-------- Information --------

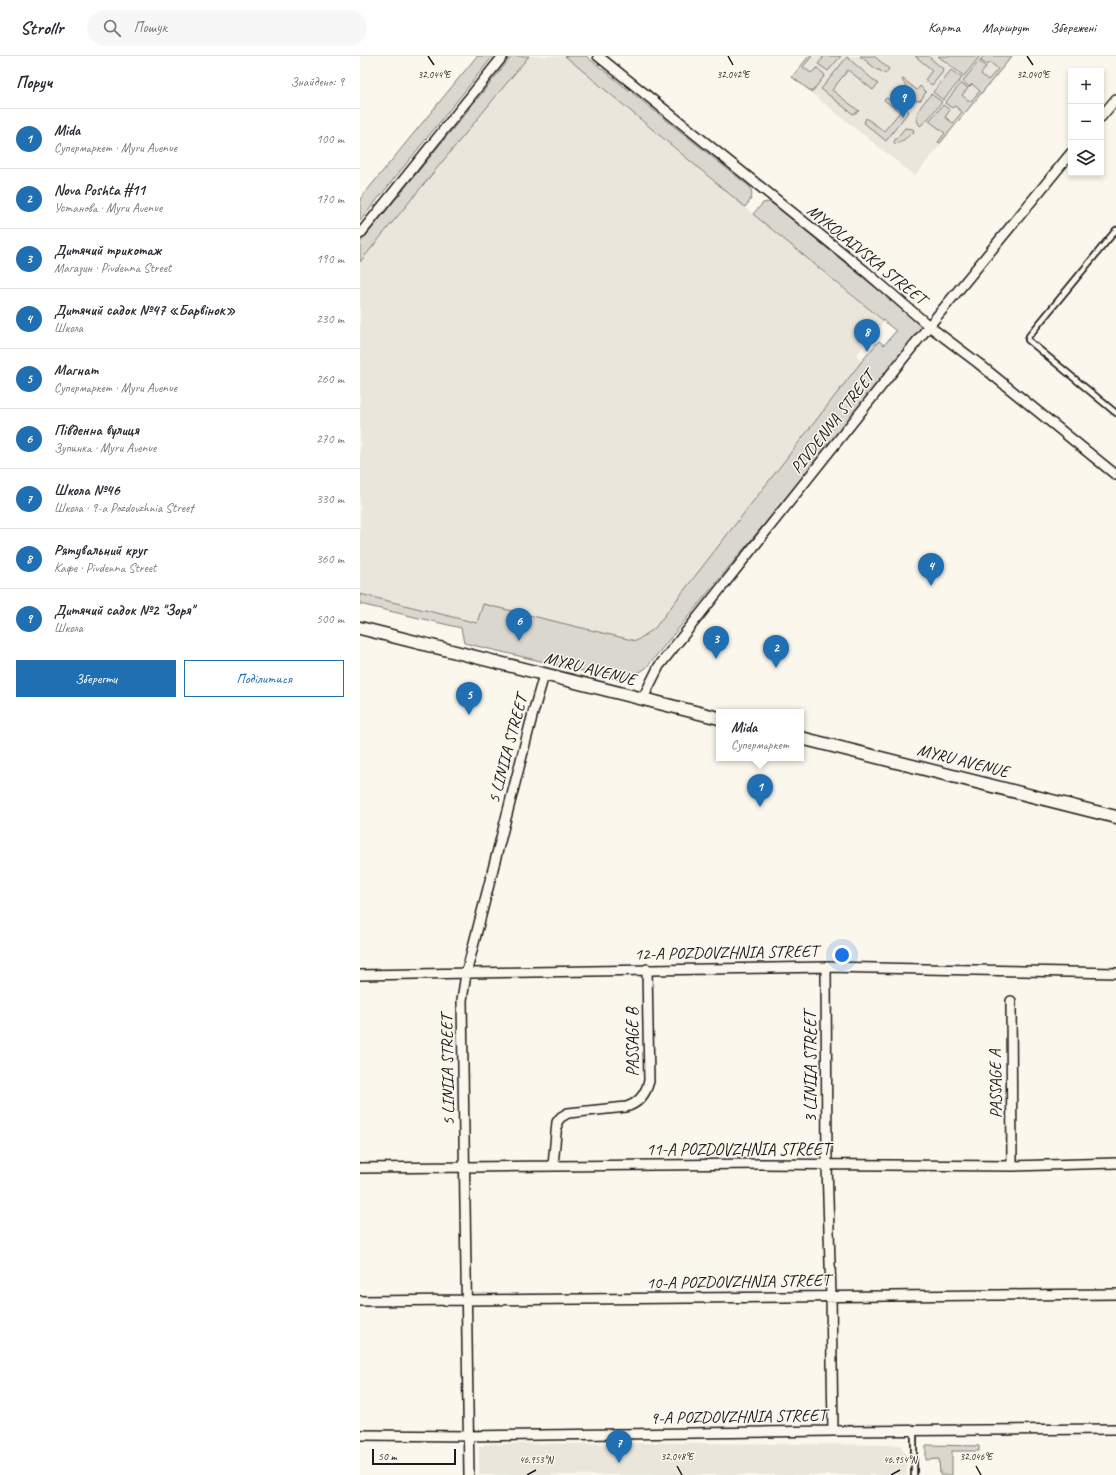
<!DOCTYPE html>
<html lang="uk">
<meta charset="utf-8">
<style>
body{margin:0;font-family:Caveat,sans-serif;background:#f7f7f7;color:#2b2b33}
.controls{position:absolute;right:12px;top:12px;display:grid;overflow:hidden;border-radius:0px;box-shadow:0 2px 6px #0003}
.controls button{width:36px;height:36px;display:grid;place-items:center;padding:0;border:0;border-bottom:1px solid #e1e1e2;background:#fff;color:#2b2b33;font:20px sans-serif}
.scale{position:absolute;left:12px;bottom:10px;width:84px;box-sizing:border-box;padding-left:4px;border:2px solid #1c1c1c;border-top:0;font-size:11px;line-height:14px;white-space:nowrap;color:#1c1c1c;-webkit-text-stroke:3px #fbf7ec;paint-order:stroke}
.you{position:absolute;left:482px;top:899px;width:14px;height:14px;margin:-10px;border:3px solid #fff;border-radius:50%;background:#1a73e8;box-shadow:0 0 0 6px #1a73e833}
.badge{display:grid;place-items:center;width:26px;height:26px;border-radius:50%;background:#1f6fb2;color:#fff;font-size:13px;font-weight:700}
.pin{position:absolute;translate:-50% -33px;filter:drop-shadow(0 1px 2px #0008)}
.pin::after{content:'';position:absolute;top:21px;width:14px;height:12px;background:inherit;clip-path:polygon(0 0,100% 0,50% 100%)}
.popup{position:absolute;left:356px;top:653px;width:88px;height:52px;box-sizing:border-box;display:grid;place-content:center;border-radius:0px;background:#fff;filter:drop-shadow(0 1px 3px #0005);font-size:13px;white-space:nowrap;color:#7c7c81}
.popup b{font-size:15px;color:#2b2b33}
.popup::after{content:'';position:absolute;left:50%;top:100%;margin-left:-8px;border:8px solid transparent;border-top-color:#fff}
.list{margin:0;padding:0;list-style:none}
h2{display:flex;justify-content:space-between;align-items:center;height:52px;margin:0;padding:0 16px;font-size:17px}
h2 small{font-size:13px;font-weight:400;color:#7c7c81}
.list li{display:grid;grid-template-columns:26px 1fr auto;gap:12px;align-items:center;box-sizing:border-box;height:60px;padding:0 16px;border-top:1px solid #e1e1e2}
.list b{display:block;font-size:15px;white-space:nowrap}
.list p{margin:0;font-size:13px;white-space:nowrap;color:#7c7c81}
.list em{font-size:13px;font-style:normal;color:#7c7c81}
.actions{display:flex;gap:8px;padding:12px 16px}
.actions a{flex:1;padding:9px 0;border:1px solid #1f6fb2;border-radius:0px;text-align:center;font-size:14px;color:#1f6fb2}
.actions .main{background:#1f6fb2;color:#fff}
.icon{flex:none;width:22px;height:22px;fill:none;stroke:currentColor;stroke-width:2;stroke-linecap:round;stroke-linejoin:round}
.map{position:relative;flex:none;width:756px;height:1419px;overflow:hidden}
header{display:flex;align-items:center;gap:24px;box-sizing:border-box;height:56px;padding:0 20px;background:#fff;border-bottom:1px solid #e1e1e2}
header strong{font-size:19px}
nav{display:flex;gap:22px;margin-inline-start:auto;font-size:14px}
.search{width:280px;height:36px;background:#f7f7f7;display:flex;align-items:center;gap:10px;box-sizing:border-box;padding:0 14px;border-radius:22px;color:#7c7c81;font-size:15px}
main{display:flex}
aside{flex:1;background:#fff}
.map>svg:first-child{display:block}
.built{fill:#eae6dc}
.green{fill:#dad7ce;stroke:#7b7a75}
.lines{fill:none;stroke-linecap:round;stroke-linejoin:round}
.service-casing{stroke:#1c1c1c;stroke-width:8}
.minor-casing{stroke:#1c1c1c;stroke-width:12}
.secondary-casing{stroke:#1c1c1c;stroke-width:15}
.service{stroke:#fbf7ec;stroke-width:4.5}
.minor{stroke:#fbf7ec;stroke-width:9}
.secondary{stroke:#fbf7ec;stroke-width:12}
.ticks{fill:none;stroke:#1c1c1c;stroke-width:1.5}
.labels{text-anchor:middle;stroke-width:3;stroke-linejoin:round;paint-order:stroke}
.street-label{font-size:17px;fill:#1c1c1c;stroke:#fbf7ec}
.ticks-label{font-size:10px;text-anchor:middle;fill:#1c1c1c;stroke:#fbf7ec;stroke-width:3;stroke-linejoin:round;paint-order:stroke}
</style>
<header>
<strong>Strollr</strong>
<div class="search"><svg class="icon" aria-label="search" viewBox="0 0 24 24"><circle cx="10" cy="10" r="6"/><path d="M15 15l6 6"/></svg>Пошук</div>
<nav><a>Карта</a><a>Маршрут</a><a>Збережені</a></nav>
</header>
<main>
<aside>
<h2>Поруч<small>Знайдено: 9</small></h2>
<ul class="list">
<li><span class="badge">1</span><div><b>Mida</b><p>Супермаркет · Myru Avenue</p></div><em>100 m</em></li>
<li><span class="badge">2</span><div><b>Nova Poshta #11</b><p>Установа · Myru Avenue</p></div><em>170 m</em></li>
<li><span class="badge">3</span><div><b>Дитячий трикотаж</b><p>Магазин · Pivdenna Street</p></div><em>190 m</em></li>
<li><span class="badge">4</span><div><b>Дитячий садок №47 «Барвінок»</b><p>Школа</p></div><em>230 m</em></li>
<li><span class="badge">5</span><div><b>Магнат</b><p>Супермаркет · Myru Avenue</p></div><em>260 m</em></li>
<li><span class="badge">6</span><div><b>Південна вулиця</b><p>Зупинка · Myru Avenue</p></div><em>270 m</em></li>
<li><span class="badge">7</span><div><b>Школа №46</b><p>Школа · 9-a Pozdovzhnia Street</p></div><em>330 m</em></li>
<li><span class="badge">8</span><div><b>Рятувальний круг</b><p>Кафе · Pivdenna Street</p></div><em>360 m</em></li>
<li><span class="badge">9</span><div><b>Дитячий садок №2 &quot;Зоря&quot;</b><p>Школа</p></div><em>500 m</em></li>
</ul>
<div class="actions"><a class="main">Зберегти</a><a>Поділитися</a></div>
</aside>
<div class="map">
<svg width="756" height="1419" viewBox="0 0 756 1419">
<rect width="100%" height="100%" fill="#fbf7ec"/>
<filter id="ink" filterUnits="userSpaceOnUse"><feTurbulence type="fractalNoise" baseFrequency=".025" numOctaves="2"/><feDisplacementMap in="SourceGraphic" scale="8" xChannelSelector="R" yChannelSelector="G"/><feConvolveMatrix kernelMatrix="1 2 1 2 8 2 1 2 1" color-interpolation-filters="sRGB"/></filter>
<g filter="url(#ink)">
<path class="built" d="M169,0H205L388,154L524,266L496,299L502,305L294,573L276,585L123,548L118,567L0,538V206Z
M448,0H653L555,120L431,21Z
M325,1387L540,1389L547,1400V1419H119V1392L125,1388Z"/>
<path class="green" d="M117,0H133L0,165V143Z
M152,0H169L0,206V187Z
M205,0H226L390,131C394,140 391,144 385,151Z
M449,0H452L443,11L451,17L457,12L465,19L452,36L432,21Z
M462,0H481L468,15L458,8L463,2Z
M500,0H514L529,13L525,18L519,14H517Z
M555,0H568L583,13L582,17L572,29L565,24L572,14Z
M578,0H620L604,20Z
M624,0H652L580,87L578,86L585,77L569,65L583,49L590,54L585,61L593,67L602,56L595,50L592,52L585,47L601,27L608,32L602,39L610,46L620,35L612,28L609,31L603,25L619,5L626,11L621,18L628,24L638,13L630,6L627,9L620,4Z
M487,1L518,28L513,34L488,14L472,34L499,55L493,58L461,33Z
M591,14L602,22L583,44L573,36Z
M543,23L557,34L560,30L566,36L561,44L556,45L542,24Z
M571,38L582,46L568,63L560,70C551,58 564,47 571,38Z
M526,42L545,51L549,55L526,85L504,67L506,62L524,75L540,56L524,44Z
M545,72L553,73L554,76C548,79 543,87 535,88L534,85Z
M408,146L413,148L560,268L562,272V276L286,612L275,619L261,624L104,587L101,572L0,548V538L117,567L123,548L276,585L294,573L502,305L519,285L524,289L536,275L393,158L403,147Z
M566,1389L619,1390V1395H592V1419H580L579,1403L566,1404Z"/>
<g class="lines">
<g class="service-casing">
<path id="service" d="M756,174L669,280L668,284L756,357
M554,1375V1419"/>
</g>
<g class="minor-casing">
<path id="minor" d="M238,0L505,215L569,270L618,307L756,419
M741,61L756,43
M0,178L143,0
M283,642L299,610L569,270L711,97
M466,911L467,1109L471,1240L473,1375
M0,919L466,911L756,917
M651,945L652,1110
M193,1110L197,1066L201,1061L208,1057L266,1051C280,1047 286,1037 289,1025L287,913
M0,1112L401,1108L652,1110L756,1107
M0,1245L756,1238
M0,1379L109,1380L473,1375L756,1373
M109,1419L102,944L106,918L173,657L184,619"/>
</g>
<g class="secondary-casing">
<path id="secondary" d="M0,572L359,662
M441,682L756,761"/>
</g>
<use href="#service" class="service"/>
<use href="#minor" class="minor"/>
<use href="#secondary" class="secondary"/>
</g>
</g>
<path class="ticks" d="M68,0L74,9M368,0L373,9M667,0L673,9M317,1410L322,1419M616,1410L621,1419M167,1419L176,1414M531,1419L540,1414"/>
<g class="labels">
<g class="street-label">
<text transform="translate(507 198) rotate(39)" y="6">MYKOLAIVSKA STREET</text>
<text transform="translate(472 366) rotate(-52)" y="6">PIVDENNA STREET</text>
<text transform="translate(230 612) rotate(14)" y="6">MYRU AVENUE</text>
<text transform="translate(147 693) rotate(-75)" y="6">5 LINIIA STREET</text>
<text transform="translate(603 704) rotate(14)" y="6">MYRU AVENUE</text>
<text transform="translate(366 896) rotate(-1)" y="6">12-A POZDOVZHNIA STREET</text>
<text transform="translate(272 986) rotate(-90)" y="6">PASSAGE B</text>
<text transform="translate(450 1011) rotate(-90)" y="6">3 LINIIA STREET</text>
<text transform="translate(87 1014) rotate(-91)" y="6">5 LINIIA STREET</text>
<text transform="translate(635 1028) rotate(-91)" y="6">PASSAGE A</text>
<text x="378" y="1099">11-A POZDOVZHNIA STREET</text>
<text transform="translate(378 1225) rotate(-1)" y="6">10-A POZDOVZHNIA STREET</text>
<text transform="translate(378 1360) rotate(-1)" y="6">9-A POZDOVZHNIA STREET</text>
</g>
</g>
<g class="ticks-label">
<text x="74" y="22">32.044°E</text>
<text x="373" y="22">32.042°E</text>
<text x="673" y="22">32.040°E</text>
<text x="317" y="1404">32.048°E</text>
<text x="616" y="1404">32.046°E</text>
<text x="176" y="1407">46.953°N</text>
<text x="540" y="1407">46.954°N</text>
</g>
</svg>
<div class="controls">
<button>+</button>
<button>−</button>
<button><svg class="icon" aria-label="layers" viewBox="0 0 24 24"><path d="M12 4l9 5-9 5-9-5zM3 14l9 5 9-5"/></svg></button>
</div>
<div class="scale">50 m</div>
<div class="you"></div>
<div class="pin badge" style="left:400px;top:751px">1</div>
<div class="popup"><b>Mida</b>Супермаркет</div>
<div class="pin badge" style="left:416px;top:612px">2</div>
<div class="pin badge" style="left:356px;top:603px">3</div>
<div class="pin badge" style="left:571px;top:530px">4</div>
<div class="pin badge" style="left:109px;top:659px">5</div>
<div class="pin badge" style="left:159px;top:585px">6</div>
<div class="pin badge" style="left:259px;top:1407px">7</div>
<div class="pin badge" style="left:507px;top:296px">8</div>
<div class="pin badge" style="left:543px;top:62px">9</div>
</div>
</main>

--------

** Exercise description **
The lines holding the string "drop" in the listing above are what you should copy out.

** Solution to this exercise **
.pin{position:absolute;translate:-50% -33px;filter:drop-shadow(0 1px 2px #0008)}
.popup{position:absolute;left:356px;top:653px;width:88px;height:52px;box-sizing:border-box;display:grid;place-content:center;border-radius:0px;background:#fff;filter:drop-shadow(0 1px 3px #0005);font-size:13px;white-space:nowrap;color:#7c7c81}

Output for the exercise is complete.